Le génie de Janacek repose dans cette accessibilité hors norme. La musique fait de simples moments ordinaires comme une simple discussion entre trois hommes un vrai moment d’opéra. Cette musique est au service de ce monde onirique, le pari fou de ce compositeur est de réussir à retranscrire les bruits des animaux, mais aussi des sonorités si particulières à l’univers de la forêt. Janacek réussit par exemple à nous faire entendre la ronde des mouches grâce à un orchestre.
La mise en scène de André Engel quant à elle nous enchante par la beauté de ses décors, et l’intelligence des costumes. Une ribambelle de renards habillés simplement en orange apparait au milieu d’un champ de tournesols. Les yeux grands ouverts, on se laisse aller par l’histoire, on s’imagine renard, on voudrait s’approcher de ces tournesols. Fermons les yeux quelques instants, nous sommes éblouis par un vent de fraîcheur.
Cependant Janacek n’est pas romantique, bien au contraire. Chaque envolée lyrique s’arrête net, une déclaration d’amour au clair de lune si étrange ne nous donne pas envie de pleurer. En ce sens le compositeur s’oppose à la tradition de l’opéra, il s’oppose à Wagner. Ici il n’y a pas de sentimentaliste, le 19eme siècle est terminé. Plus de long discours remplis de pathos. S’opposant au « mensonge romantique » selon la formule de René Girard, Janacek réussit à nous émerveiller sans déballer de grands sentiments. C’est la simplicité qui nous touche.

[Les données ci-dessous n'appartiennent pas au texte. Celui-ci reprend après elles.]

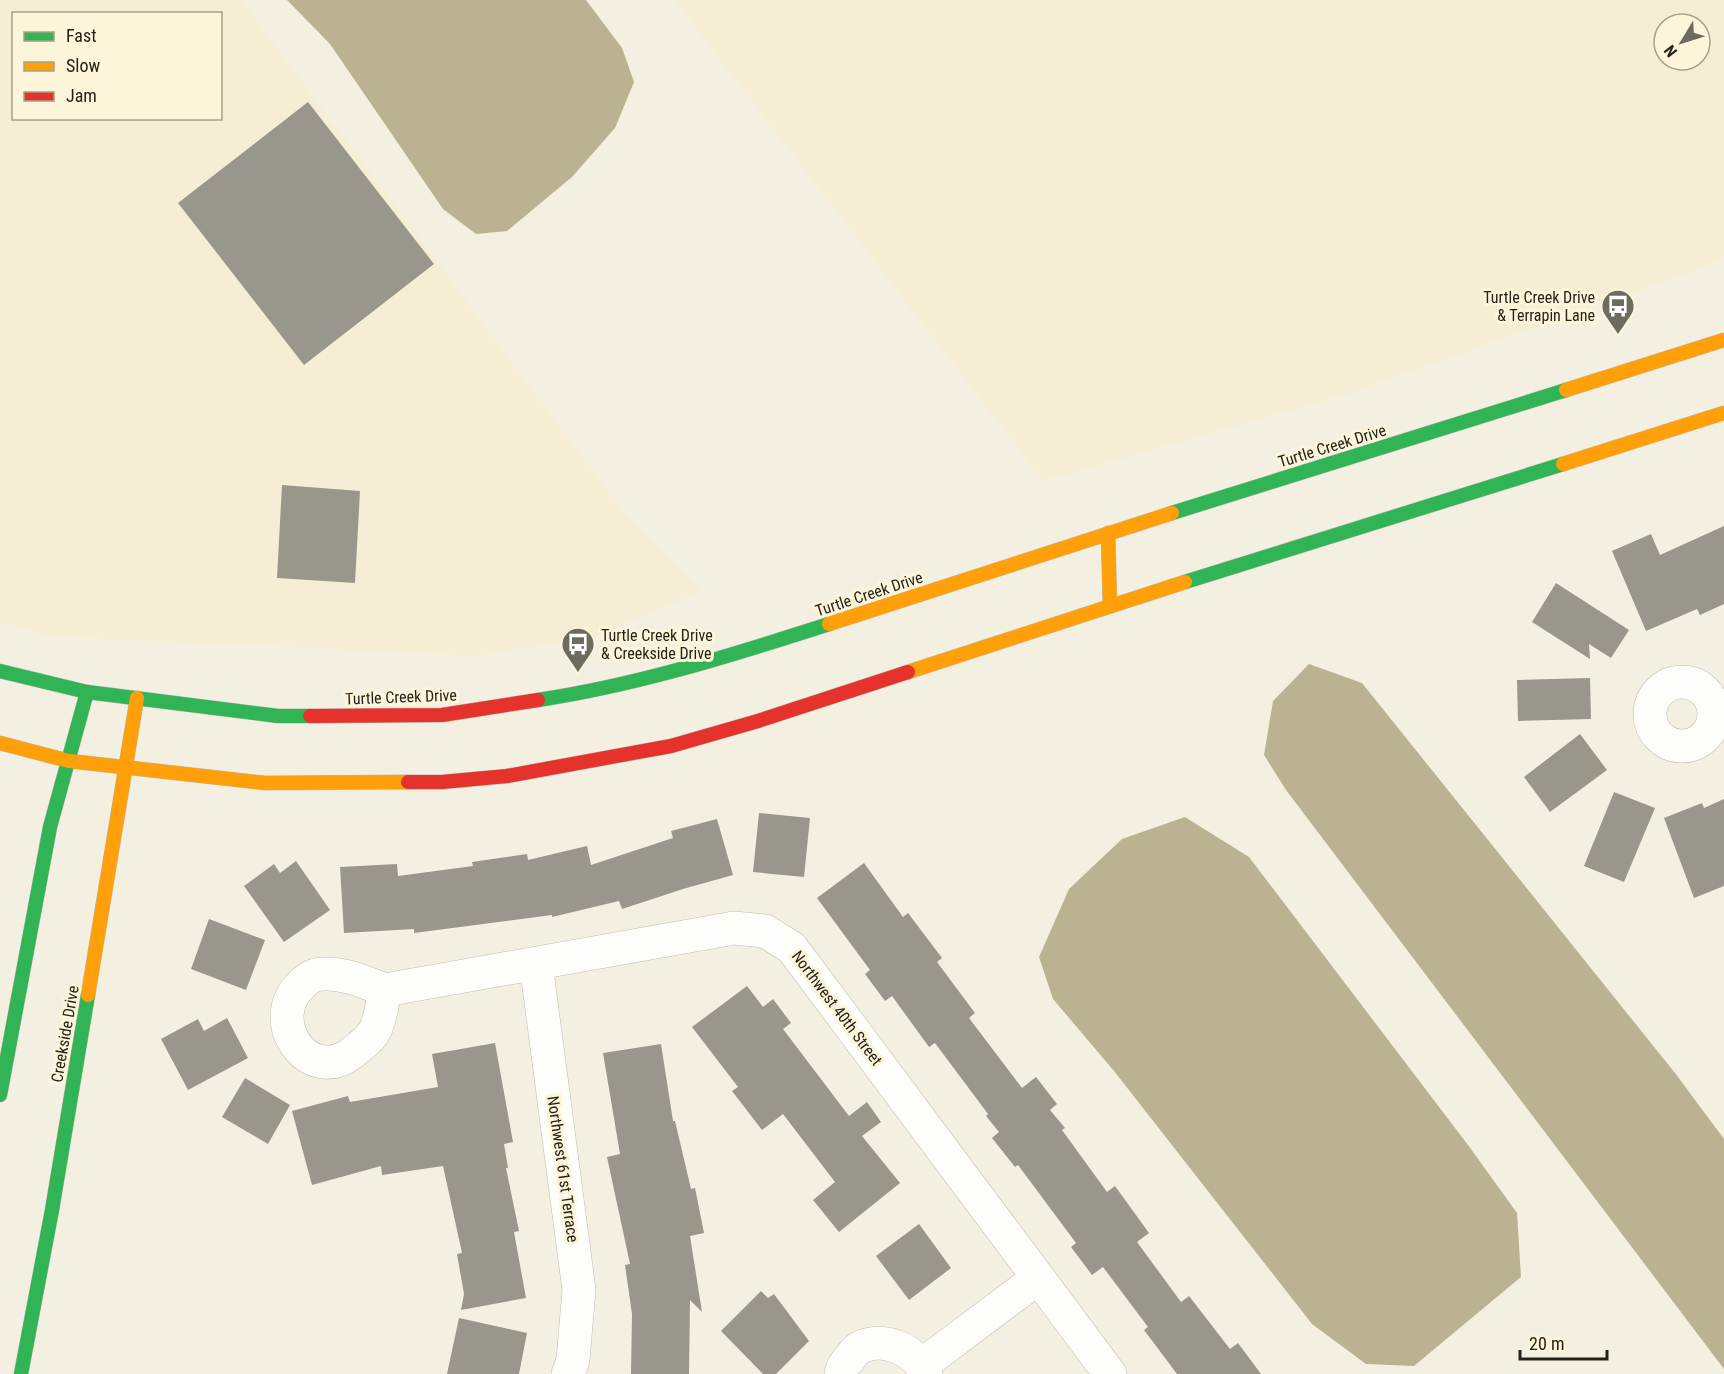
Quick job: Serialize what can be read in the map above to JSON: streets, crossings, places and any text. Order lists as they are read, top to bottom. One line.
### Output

La fin qui n’a rien d’une chute nous surprend. Est-ce vraiment comme ça que cela finit ? Sur une scène ordinaire qu’on pourrait presque qualifier de banale ? Pourtant n’est-ce pas là notre intérêt ultime ? Si le désir de culture est gratuit, la beauté de cet opéra repose sur son dépouillement. Cette fin nous invite même à nous demander si toute l’histoire n’était pas qu’un rêve. Cela ne doit pas nous déranger. Pourquoi toujours vouloir une fin tragique ou heureuse ? Et puis même pourquoi vouloir une fin ? Contentons-nous au moins d’un dénouement ordinaire. Finalement entre le moment où nous entrons à l’opéra et celui où nous en sortons, que s’est-il passé ? Pas grand-chose, rien d’utile à notre vie. Mais c’est certainement cette inutilité qui nous apporte, ce petit moment de rêve hors du temps.